%%

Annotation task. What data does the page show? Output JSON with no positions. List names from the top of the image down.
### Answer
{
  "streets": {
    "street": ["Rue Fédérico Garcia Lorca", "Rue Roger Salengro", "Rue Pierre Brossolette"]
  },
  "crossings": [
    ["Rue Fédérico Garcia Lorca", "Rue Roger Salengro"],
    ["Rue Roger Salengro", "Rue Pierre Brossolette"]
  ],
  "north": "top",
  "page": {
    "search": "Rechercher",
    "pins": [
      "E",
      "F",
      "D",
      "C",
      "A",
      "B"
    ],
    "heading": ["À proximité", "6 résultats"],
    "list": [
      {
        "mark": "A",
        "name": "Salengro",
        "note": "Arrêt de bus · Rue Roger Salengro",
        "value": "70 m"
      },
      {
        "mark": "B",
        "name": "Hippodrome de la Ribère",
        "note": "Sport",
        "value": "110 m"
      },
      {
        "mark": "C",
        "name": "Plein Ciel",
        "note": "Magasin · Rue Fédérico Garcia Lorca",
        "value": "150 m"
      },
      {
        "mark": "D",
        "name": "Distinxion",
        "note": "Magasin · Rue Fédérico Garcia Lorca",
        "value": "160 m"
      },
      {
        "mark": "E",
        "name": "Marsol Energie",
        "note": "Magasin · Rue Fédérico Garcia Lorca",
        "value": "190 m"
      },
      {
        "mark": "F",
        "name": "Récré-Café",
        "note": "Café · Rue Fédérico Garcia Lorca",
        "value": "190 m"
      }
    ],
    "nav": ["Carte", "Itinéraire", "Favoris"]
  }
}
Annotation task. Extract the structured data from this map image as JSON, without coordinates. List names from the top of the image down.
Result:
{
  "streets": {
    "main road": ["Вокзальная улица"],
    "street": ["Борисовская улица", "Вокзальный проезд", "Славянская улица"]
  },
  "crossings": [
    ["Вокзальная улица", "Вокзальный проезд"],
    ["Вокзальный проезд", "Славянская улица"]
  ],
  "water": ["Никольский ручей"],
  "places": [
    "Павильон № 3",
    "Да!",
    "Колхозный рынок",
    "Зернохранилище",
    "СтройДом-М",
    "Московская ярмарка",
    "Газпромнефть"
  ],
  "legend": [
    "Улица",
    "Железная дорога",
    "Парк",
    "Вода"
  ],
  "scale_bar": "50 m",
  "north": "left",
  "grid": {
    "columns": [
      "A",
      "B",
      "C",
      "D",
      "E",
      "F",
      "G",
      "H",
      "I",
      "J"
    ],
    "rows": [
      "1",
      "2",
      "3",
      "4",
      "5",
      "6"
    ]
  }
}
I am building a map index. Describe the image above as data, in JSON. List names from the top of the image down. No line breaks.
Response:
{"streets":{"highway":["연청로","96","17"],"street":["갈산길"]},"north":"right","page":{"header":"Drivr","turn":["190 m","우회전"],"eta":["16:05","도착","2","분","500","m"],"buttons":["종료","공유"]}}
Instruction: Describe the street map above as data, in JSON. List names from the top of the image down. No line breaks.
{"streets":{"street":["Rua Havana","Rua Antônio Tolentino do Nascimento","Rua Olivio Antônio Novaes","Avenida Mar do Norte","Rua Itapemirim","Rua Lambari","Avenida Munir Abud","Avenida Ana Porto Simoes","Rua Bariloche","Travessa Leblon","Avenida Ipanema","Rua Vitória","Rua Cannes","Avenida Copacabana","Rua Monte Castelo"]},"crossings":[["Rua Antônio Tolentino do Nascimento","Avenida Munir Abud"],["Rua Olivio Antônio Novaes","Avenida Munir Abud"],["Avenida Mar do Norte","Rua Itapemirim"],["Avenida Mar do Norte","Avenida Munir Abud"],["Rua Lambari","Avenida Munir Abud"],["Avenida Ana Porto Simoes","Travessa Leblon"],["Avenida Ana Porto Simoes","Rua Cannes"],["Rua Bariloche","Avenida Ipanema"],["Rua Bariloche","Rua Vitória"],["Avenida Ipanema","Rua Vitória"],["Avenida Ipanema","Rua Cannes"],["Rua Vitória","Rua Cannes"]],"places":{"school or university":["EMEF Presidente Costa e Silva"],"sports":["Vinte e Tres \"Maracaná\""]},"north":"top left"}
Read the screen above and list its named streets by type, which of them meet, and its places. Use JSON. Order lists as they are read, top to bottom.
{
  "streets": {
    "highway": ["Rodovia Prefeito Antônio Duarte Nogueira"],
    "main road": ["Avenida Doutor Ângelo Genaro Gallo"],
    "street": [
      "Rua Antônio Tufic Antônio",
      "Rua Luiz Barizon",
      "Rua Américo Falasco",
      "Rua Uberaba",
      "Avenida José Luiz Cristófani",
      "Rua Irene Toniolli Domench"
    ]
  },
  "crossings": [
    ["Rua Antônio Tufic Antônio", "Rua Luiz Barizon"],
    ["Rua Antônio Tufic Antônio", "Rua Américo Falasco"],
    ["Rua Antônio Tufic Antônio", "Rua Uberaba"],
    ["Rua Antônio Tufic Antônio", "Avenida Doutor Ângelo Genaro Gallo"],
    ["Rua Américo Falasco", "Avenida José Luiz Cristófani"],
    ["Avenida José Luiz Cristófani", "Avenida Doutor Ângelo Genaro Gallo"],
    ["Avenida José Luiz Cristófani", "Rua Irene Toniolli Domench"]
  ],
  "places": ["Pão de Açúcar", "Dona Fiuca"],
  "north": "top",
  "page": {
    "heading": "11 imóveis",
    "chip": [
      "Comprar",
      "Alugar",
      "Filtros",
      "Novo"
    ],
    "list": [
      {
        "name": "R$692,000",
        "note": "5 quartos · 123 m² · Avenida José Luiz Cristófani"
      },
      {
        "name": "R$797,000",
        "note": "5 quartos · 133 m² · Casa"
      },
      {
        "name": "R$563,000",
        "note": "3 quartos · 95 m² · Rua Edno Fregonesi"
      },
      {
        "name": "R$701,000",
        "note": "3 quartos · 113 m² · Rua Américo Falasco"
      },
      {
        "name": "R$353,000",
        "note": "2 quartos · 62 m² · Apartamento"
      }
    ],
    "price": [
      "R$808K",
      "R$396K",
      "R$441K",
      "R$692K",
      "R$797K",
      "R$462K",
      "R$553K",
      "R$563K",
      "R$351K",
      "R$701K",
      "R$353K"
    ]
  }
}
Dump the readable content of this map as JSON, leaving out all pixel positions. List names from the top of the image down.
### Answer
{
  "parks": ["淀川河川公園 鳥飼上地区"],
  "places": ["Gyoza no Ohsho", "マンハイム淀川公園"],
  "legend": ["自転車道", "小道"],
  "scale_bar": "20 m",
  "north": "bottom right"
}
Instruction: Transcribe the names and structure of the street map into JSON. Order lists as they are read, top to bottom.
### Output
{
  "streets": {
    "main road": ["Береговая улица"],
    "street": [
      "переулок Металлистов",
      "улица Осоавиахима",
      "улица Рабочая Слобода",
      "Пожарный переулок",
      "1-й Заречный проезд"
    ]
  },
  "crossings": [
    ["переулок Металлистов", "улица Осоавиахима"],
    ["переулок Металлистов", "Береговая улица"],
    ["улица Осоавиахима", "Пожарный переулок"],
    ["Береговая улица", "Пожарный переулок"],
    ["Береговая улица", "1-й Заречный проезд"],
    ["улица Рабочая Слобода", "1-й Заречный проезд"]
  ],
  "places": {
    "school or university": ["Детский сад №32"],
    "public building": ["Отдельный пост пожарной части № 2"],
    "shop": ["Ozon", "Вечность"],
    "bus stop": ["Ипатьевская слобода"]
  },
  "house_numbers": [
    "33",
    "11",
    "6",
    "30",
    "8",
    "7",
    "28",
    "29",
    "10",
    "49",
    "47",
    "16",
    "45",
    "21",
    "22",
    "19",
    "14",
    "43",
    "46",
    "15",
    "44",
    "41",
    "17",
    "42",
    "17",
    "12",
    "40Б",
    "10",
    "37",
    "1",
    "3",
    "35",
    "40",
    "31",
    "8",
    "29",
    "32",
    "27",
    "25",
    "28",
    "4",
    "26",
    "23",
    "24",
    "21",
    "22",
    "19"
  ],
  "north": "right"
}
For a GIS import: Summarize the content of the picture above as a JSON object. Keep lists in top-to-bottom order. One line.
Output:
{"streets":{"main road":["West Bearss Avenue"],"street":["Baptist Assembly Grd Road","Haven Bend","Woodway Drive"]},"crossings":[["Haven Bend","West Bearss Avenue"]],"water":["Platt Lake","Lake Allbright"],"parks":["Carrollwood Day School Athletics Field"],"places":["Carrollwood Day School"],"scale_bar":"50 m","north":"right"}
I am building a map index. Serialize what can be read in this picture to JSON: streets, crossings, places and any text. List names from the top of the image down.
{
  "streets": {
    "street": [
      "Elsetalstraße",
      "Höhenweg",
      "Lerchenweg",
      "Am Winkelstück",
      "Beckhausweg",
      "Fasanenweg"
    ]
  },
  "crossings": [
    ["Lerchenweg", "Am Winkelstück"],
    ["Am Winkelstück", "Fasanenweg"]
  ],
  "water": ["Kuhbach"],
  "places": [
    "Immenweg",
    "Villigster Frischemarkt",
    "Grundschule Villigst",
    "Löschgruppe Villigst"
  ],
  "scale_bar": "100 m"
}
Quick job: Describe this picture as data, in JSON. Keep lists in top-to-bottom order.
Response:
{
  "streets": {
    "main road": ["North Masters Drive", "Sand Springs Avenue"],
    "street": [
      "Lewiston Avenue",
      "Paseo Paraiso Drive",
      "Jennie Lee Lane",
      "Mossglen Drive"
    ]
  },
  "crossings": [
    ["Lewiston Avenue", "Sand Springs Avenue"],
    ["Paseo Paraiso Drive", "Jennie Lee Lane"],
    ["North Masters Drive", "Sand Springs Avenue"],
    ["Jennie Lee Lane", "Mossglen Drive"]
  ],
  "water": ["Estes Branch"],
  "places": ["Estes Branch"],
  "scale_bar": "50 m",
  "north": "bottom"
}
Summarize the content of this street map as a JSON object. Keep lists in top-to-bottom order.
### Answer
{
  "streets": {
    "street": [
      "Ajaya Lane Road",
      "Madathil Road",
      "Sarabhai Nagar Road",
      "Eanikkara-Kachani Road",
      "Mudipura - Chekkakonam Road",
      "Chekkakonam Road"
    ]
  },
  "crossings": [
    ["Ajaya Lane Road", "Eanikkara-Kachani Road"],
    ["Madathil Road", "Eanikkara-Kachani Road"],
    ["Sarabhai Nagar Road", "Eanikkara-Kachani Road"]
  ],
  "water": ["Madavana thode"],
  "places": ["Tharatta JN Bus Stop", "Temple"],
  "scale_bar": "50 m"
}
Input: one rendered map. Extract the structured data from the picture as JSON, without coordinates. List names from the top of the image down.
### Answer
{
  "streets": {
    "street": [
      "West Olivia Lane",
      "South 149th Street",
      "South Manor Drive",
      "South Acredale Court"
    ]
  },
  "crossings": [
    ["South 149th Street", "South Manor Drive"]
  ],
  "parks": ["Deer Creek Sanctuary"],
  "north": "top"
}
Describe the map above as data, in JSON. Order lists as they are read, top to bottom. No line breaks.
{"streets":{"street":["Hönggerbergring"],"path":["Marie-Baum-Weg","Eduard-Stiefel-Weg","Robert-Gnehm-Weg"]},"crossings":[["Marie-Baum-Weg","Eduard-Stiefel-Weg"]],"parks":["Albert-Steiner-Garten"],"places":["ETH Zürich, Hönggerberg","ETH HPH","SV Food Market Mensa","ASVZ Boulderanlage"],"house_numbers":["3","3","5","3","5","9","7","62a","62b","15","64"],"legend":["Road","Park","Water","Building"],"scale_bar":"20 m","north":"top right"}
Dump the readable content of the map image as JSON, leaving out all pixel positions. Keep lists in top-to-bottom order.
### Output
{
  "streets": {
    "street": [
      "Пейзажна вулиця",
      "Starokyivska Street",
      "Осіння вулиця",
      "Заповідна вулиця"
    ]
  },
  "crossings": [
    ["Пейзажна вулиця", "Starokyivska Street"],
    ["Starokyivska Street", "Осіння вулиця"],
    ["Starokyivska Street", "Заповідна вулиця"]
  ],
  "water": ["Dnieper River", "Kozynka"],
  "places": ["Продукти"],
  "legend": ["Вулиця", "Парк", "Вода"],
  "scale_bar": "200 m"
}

%%

What to do
Among the entries above, say how many lines hold the word "positions". No other words belong in the answer.

Exercise output
3